REQUIRED ACTION = Every line containing the word "needle" must be pulled from the records.

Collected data
======

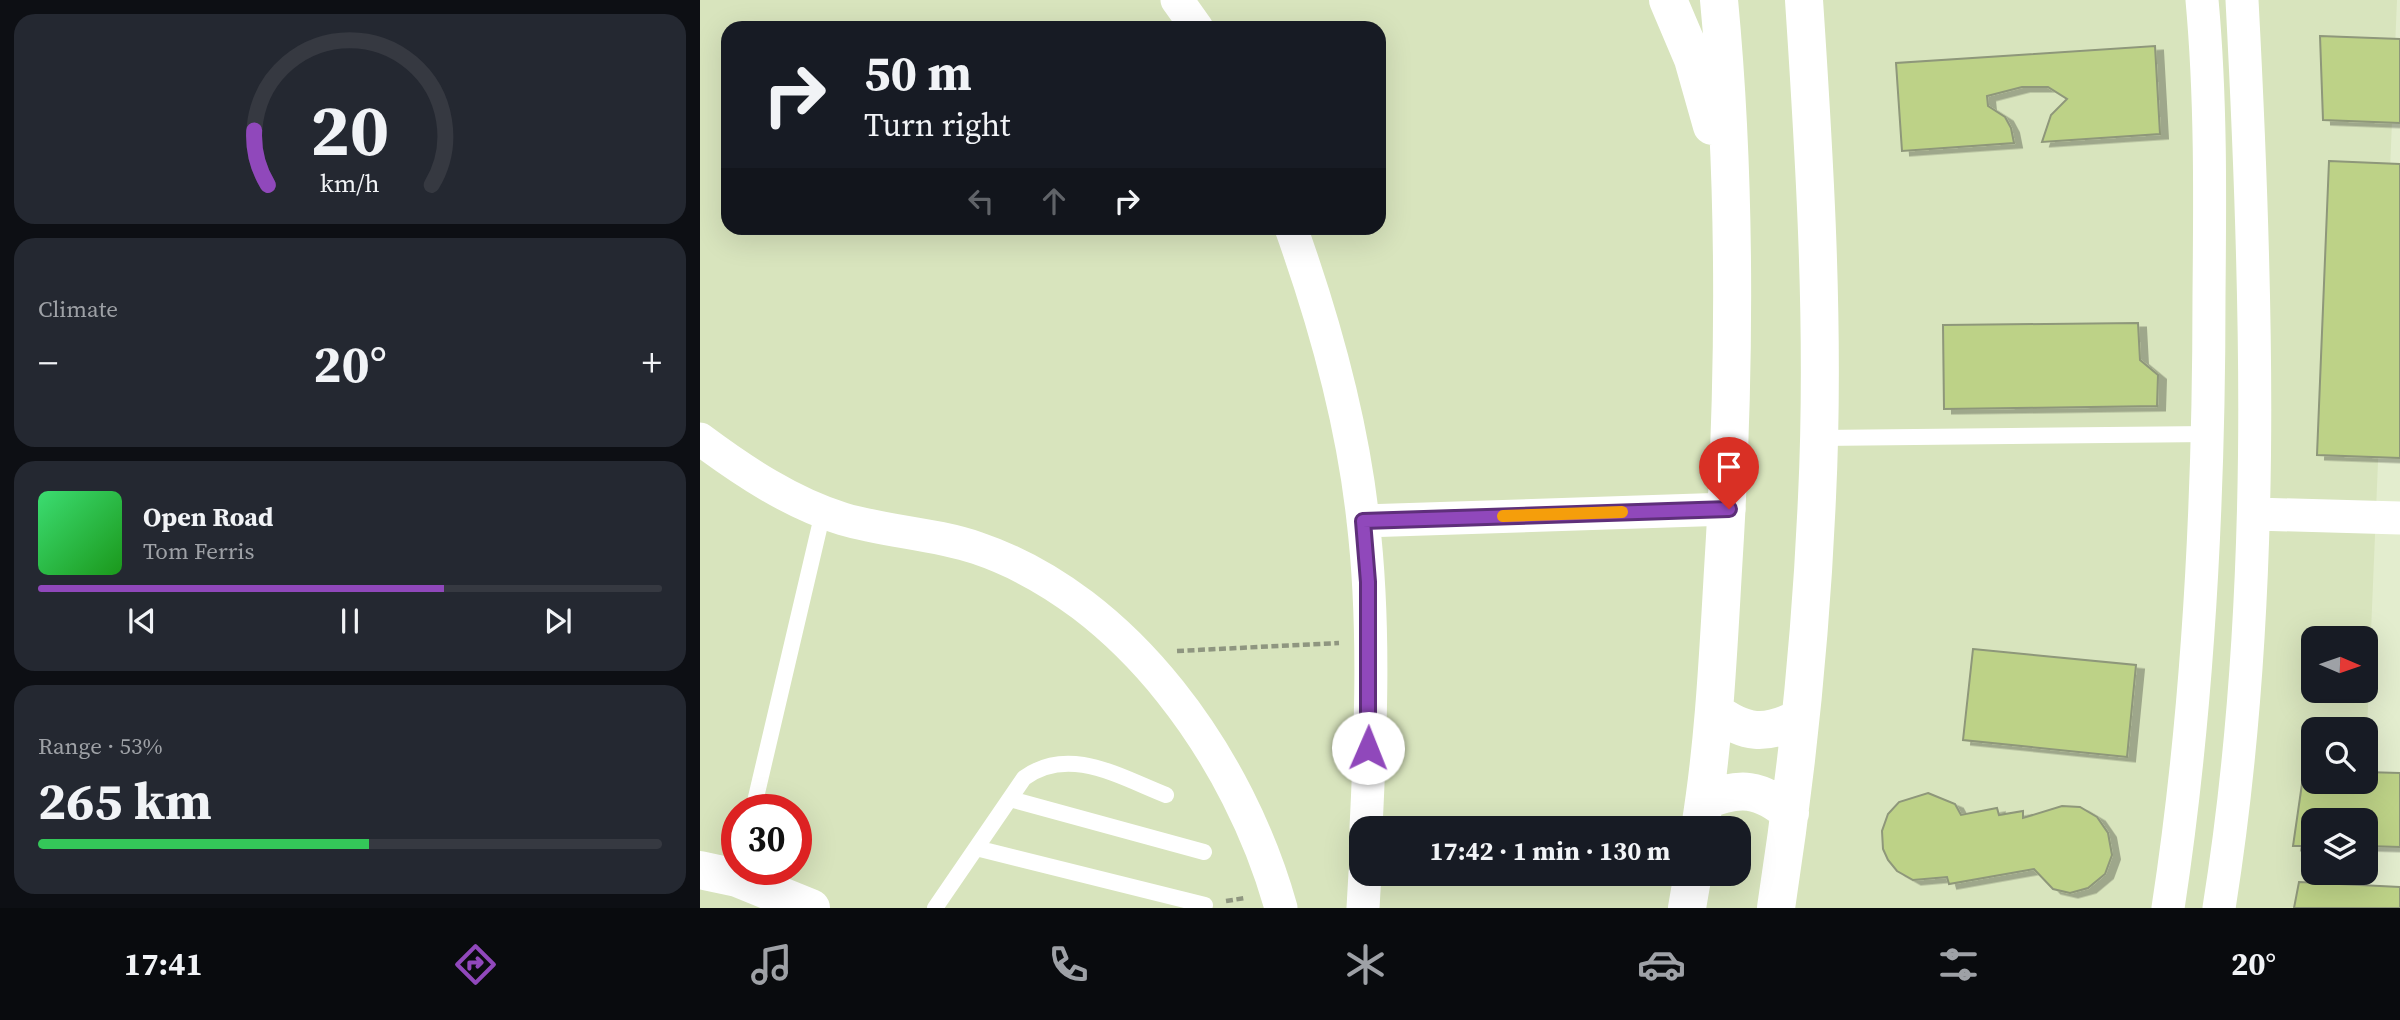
<!DOCTYPE html>
<meta charset="utf-8">
<style>
:root{--surface:#171b24;--page:#242831;--text:#f1f3f6;--muted:#9ea1a6;--line:#363941;--accent:#9048bb}
body{margin:0;font-family:"Source Serif 4",serif;background:var(--page);color:var(--text);height:100vh;display:flex;flex-direction:column;font-size:26px;white-space:nowrap}
*{box-sizing:border-box;margin:0}
p{font-size:23px;color:var(--muted)}
.icon{flex:none;width:38px;height:38px;fill:none;stroke:currentColor;stroke-width:2;stroke-linecap:round;stroke-linejoin:round}
.map{position:relative;flex:1;overflow:hidden}
.panel{display:flex;flex-direction:column;gap:14px;padding:14px;background:#0d0f14;width:700px}
.panel>*{flex:none}
.hud{position:absolute;left:21px;top:21px;width:665px;height:214px;border-radius:21px;box-shadow:0 7px 28px #0002;background:#171b24;color:var(--text);overflow:hidden}
.needle{width:46px;rotate:92deg}
.tools{position:absolute;left:1601px;top:626px;display:grid;gap:14px}
.tools a{display:grid;place-items:center;width:77px;height:77px;border-radius:14px;background:var(--surface);box-shadow:0 7px 28px #0002;font-size:35px}
.speed{position:absolute;left:21px;top:794px;display:flex;gap:14px;font-size:35px;font-weight:700;text-align:center}
.speed>*{display:grid;place-content:center;width:91px;height:91px;border-radius:50%;background:var(--surface);box-shadow:0 7px 28px #0002;line-height:1}
.speed .limit{border:10px solid #d22;background:#fff;color:#111}
.pin{position:absolute;display:grid;place-items:center;width:60px;height:60px;color:#fff;margin:-72px -30px;border-radius:50% 50% 50% 0;rotate:-45deg;box-shadow:0 0 7px #0007}
.pin .icon{rotate:45deg}
.me{position:absolute;width:77px;margin:-38px;rotate:1deg;stroke-linejoin:round;filter:drop-shadow(0 0 5px #0008)}
.turn{display:flex;align-items:center;gap:24px;height:147px;padding:0 28px;font-size:32px}
.turn .icon{width:91px;height:91px;stroke-width:2.5}
.turn b{display:block;font-size:49px;line-height:60px}
.lanes{display:flex;align-items:center;height:66px;padding:0 28px;background:#0003;justify-content:center;gap:35px;direction:ltr}
.lanes .off{opacity:.35}
.big{font-size:52px;font-weight:700;line-height:1.1}
.panel .widget{flex:1;display:flex;flex-direction:column;justify-content:center;gap:10px;min-width:0;padding:0 24px;border-radius:21px;background:var(--page)}
.panel .dial{align-items:center;gap:0}
.dial svg{height:182px;overflow:visible;fill:none;stroke:var(--line);stroke-width:7;stroke-linecap:round;text-anchor:middle}
.dial text{fill:var(--text);stroke:none}
.song{display:flex;align-items:center;gap:21px}
.cover{width:84px;height:84px;border-radius:10px;background:linear-gradient(135deg,hsl(140 70% 55%),hsl(120 70% 35%))}
.played{height:7px;border-radius:4px;background:linear-gradient(90deg,var(--accent) 65%,var(--line) 65%)}
.keys{display:flex;justify-content:space-around;direction:ltr}
.heat{display:flex;justify-content:space-between;align-items:center;font-size:38px;direction:ltr}
.charge{height:10px;border-radius:5px;background:linear-gradient(90deg,#34c759 53%,var(--line) 0)}
.trip{position:absolute;left:649px;top:816px;width:402px;height:70px;border-radius:21px;background:var(--surface);box-shadow:0 7px 28px #0002;font-weight:700;line-height:70px;text-align:center}
.tabs{display:flex;height:112px;justify-content:space-around;align-items:center;background:#090b0e;color:var(--muted)}
.tabs .icon{width:49px;height:49px}
.tabs .selected{color:var(--accent)}
.tabs b{font-size:32px;color:var(--text)}
main{display:flex;flex:1;min-height:0}
.map>svg:first-child{display:block}
</style>
<main>
<section class="panel">
<div class="widget dial"><svg viewBox="0 0 100 80">
<path d="M14 69A42 42 0 1 1 86 69"/>
<path d="M14 69A42 42 0 0 1 8 45" stroke="#9048bb"/>
<text x="50" y="56" font-size="32" font-weight="700">20</text>
<text x="50" y="72" font-size="11">km/h</text>
</svg></div>
<div class="widget"><p>Climate</p>
<div class="heat"><a>−</a><b class="big">20°</b><a>+</a></div>
</div>
<div class="widget">
<div class="song"><i class="cover"></i><div><b>Open Road</b><p>Tom Ferris</p></div></div>
<div class="played"></div>
<div class="keys"><svg class="icon" aria-label="previous" viewBox="0 0 24 24"><path d="M18 5L8 12l10 7zM5 5v14"/></svg><svg class="icon" aria-label="pause" viewBox="0 0 24 24"><path d="M8 5v14M16 5v14"/></svg><svg class="icon" aria-label="next" viewBox="0 0 24 24"><path d="M6 5l10 7-10 7zM19 5v14"/></svg></div>
</div>
<div class="widget"><p>Range · 53%</p><b class="big">265 km</b><div class="charge"></div></div>
</section>
<div class="map">
<svg width="1700" height="908" viewBox="0 0 1700 908">
<defs>
<filter id="shadow"><feDropShadow dx="8" dy="4.5" stdDeviation="0" flood-color="#0004"/></filter>
</defs>
<rect width="100%" height="100%" fill="#e3edce"/>
<path fill="#d8e4bd" fill-rule="evenodd" d="M 0,0 L 1697,0 L 1666,754 L 1666,730 L 1614,730 L 1614,873 L 1661,873 L 1660,908 L 0,908 ZM 28,28 L 679,28 L 679,228 L 28,228 ZM 1614,639 L 1666,639 L 1666,691 L 1614,691 ZM 37,810 L 96,810 L 96,870 L 37,870 ZM 662,828 L 1040,828 L 1040,873 L 662,873 Z"/>
<path fill="#bdd287" stroke="#8e977a" stroke-width="2" filter="url(#shadow)" d="M 1620,36 L 1700,39 L 1700,123 L 1623,120 Z
M 1455,46 L 1460,134 L 1342,142 L 1351,115 L 1367,99 L 1348,87 L 1322,87 L 1287,96 L 1288,106 L 1305,117 L 1311,128 L 1314,143 L 1202,151 L 1196,63 Z
M 1629,161 L 1700,164 L 1700,458 L 1617,455 Z
M 1438,323 L 1440,360 L 1458,375 L 1457,406 L 1244,409 L 1243,325 Z
M 1273,649 L 1436,665 L 1427,757 L 1263,740 Z
M 1604,770 L 1614,770 L 1614,782 L 1666,782 L 1666,772 L 1700,773 L 1700,847 L 1666,846 L 1666,821 L 1614,821 L 1614,846 L 1593,846 Z
M 1228,793 L 1255,804 L 1261,815 L 1297,808 L 1299,815 L 1323,811 L 1323,818 L 1362,806 L 1380,807 L 1397,817 L 1408,833 L 1412,855 L 1405,874 L 1388,888 L 1370,893 L 1353,889 L 1334,869 L 1249,884 L 1247,877 L 1213,880 L 1197,871 L 1188,860 L 1183,849 L 1182,831 L 1188,814 L 1199,802 Z
M 1599,882 L 1700,887 L 1700,908 L 1594,908 Z"/>
<g fill="none" stroke-linecap="round" stroke-linejoin="round">
<path stroke="#8f9680" stroke-width="4.5" stroke-dasharray="7 3.5" stroke-linecap="butt" d="M 477,651 L 639,643
M 526,901 L 545,898"/>
<path stroke="#fff" stroke-width="16" d="M 1120,438 L 1509,434
M 310,799 L 504,852
M 53,810 L 123,512
M 276,848 L 505,905
M 235,908 L 324,778 C 369,745 420,777 466,795"/>
<path stroke="#fff" stroke-width="33" d="M 477,0 L 497,28
M 591,228 C 625,323 652,419 663,520 C 675,621 671,726 666,828
M 0,439 C 43,471 91,503 143,519 C 187,532 233,533 277,548 C 428,599 540,760 581,908
M 1555,514 L 1700,518
M 663,521 L 1029,509
M 663,908 L 665,873
M 1468,908 C 1499,706 1509,500 1509,296 C 1510,198 1511,98 1502,0
M 1519,908 C 1567,608 1558,302 1542,0"/>
<path stroke="#fff" stroke-width="38" d="M 968,0 L 993,59 L 1012,126
M 1014,711 C 1045,734 1065,736 1100,718
M 1004,801 C 1040,786 1060,788 1090,813
M 1000,828 C 1014,743 1018,656 1023,570 C 1035,381 1037,189 1019,0
M 0,870 L 37,878 L 111,908
M 987,908 L 993,873
M 1076,908 C 1097,772 1111,635 1117,497 C 1125,332 1115,165 1104,0"/>
</g>
<g fill="none" stroke-linecap="round" stroke-linejoin="round">
<g stroke="#5e2f7a" stroke-width="18">
<path id="route" d="M 668,748 L 668,582 L 663,521 L 1029,509"/>
</g>
<use href="#route" stroke="#9048bb" stroke-width="12"/>
<path stroke="#f59e0b" stroke-width="12" d="M 803,516 L 922,512"/>
</g>
</svg>
<div class="tools">
<a><svg class="needle" viewBox="-14 -14 28 28"><path d="M0-13l5 13h-10z" fill="#e53935"/><path d="M0 13l5-13h-10z" fill="#9ea1a6"/></svg></a>
<a><svg class="icon" aria-label="search" viewBox="0 0 24 24"><circle cx="10" cy="10" r="6"/><path d="M15 15l6 6"/></svg></a>
<a><svg class="icon" aria-label="layers" viewBox="0 0 24 24"><path d="M12 4l9 5-9 5-9-5zM3 14l9 5 9-5"/></svg></a>
</div>
<div class="speed"><div class="limit">30</div></div>
<div class="pin" style="left:1029px;top:509px;background:#d93025"><svg class="icon" aria-label="arrive" viewBox="0 0 24 24"><path d="M6 21V4h12l-3 4 3 4H6"/></svg></div>
<svg class="me" style="left:668px;top:748px" viewBox="-20 -20 40 40"><circle r="19" fill="#fff"/><path d="M0-13L10 11 0 6-10 11z" fill="#9048bb"/></svg>
<div class="trip">17:42 · 1 min · 130 m</div>
<div class="hud">
<div class="turn"><svg class="icon" aria-label="right" viewBox="0 0 24 24"><path d="M7 20v-9h11M14 6l5 5-5 5"/></svg><div><b>50 m</b>Turn right</div></div>
<div class="lanes"><svg class="icon off" aria-label="left" viewBox="0 0 24 24"><path d="M17 20v-9H6M10 6l-5 5 5 5"/></svg><svg class="icon off" aria-label="ahead" viewBox="0 0 24 24"><path d="M12 20V5M6 11l6-6 6 6"/></svg><svg class="icon" aria-label="right" viewBox="0 0 24 24"><path d="M7 20v-9h11M14 6l5 5-5 5"/></svg></div>
</div>
</div>
</main>
<nav class="tabs">
<b>17:41</b>
<svg class="icon selected" aria-label="directions" viewBox="0 0 24 24"><path d="M12 3l9 9-9 9-9-9zM9 14v-3h6M13 9l2 2-2 2"/></svg>
<svg class="icon" aria-label="music" viewBox="0 0 24 24"><path d="M9 18V5l10-2v13"/><circle cx="6" cy="18" r="3"/><circle cx="16" cy="16" r="3"/></svg>
<svg class="icon" aria-label="phone" viewBox="0 0 24 24"><path d="M5 4h4l2 5-3 2q2 4 5 5l2-3 5 2v4C11 20 4 13 5 4z"/></svg>
<svg class="icon" aria-label="climate" viewBox="0 0 24 24"><path d="M12 3v18M4 7l16 10M4 17L20 7"/></svg>
<svg class="icon" aria-label="car" viewBox="0 0 24 24"><path d="M5 17H2v-5l4-1 3-4h7l3 4 3 1v5h-3M9 17h6M6 11h13"/><circle cx="7" cy="17" r="2"/><circle cx="17" cy="17" r="2"/></svg>
<svg class="icon" aria-label="filters" viewBox="0 0 24 24"><path d="M4 7h16M4 17h16"/><circle cx="9" cy="7" r="2"/><circle cx="15" cy="17" r="2"/></svg>
<b>20°</b>
</nav>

======

ANSWER BOX =
.needle{width:46px;rotate:92deg}
<a><svg class="needle" viewBox="-14 -14 28 28"><path d="M0-13l5 13h-10z" fill="#e53935"/><path d="M0 13l5-13h-10z" fill="#9ea1a6"/></svg></a>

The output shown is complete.